Where a line below holds the string "Drive", copy that line.
*** DATA EXTRACTS ***
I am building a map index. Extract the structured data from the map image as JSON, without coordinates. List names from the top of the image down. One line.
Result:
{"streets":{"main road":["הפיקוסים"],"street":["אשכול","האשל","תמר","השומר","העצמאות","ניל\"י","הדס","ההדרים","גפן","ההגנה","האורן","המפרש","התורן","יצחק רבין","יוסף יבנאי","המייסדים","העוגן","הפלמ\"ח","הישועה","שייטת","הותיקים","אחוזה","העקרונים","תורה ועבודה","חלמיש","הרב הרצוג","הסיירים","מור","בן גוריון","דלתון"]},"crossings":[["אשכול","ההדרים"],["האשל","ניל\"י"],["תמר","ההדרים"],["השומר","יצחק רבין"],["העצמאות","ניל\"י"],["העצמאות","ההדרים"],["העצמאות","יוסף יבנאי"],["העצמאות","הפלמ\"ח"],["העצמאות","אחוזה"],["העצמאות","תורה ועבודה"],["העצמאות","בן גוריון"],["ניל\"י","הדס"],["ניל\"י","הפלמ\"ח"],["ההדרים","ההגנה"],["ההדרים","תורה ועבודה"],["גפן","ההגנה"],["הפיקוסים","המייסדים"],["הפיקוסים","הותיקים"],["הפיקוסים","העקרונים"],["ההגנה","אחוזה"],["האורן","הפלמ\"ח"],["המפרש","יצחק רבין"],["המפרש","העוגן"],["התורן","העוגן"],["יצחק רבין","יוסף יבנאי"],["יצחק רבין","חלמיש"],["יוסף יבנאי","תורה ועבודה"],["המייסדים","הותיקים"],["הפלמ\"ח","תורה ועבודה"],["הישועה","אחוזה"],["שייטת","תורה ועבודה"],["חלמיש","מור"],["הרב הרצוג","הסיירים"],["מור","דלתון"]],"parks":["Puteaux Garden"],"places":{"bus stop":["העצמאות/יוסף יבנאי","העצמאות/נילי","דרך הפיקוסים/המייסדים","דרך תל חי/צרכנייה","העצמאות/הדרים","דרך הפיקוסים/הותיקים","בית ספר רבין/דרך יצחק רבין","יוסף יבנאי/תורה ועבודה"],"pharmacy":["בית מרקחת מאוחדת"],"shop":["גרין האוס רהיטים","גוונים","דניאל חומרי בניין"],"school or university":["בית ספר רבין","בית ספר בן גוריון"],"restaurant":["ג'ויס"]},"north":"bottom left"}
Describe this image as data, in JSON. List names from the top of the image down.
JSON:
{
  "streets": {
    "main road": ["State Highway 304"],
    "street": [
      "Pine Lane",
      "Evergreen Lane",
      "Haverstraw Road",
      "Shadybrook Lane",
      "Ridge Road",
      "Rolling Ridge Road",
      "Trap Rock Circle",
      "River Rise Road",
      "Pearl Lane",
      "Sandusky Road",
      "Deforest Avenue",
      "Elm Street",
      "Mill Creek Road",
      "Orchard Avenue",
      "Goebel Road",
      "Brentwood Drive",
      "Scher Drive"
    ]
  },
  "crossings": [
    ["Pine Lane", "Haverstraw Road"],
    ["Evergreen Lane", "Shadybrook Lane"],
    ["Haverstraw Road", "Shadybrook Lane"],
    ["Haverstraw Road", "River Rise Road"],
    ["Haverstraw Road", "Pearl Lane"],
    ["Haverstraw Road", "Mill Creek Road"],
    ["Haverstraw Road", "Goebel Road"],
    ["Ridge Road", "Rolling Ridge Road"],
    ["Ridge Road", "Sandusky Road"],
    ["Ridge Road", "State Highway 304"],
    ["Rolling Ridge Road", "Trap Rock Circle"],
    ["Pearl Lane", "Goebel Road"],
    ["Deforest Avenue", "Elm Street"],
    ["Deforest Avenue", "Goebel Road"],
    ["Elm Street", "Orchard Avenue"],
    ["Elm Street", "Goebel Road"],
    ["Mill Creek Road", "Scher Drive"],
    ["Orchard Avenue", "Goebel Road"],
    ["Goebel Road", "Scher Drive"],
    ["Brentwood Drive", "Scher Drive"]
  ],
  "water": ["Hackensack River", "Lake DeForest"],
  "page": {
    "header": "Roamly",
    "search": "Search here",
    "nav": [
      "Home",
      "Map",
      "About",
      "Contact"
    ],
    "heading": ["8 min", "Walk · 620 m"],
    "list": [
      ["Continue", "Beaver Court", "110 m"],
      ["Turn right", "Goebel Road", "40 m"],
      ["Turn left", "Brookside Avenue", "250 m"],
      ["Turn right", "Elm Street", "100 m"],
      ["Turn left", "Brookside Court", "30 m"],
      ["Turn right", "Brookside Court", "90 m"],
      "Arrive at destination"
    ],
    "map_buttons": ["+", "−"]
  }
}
*** End of DATA EXTRACTS ***
REPLY TO THE TASK =>
      "Brentwood Drive",
      "Scher Drive"
    ["Mill Creek Road", "Scher Drive"],
    ["Goebel Road", "Scher Drive"],
    ["Brentwood Drive", "Scher Drive"]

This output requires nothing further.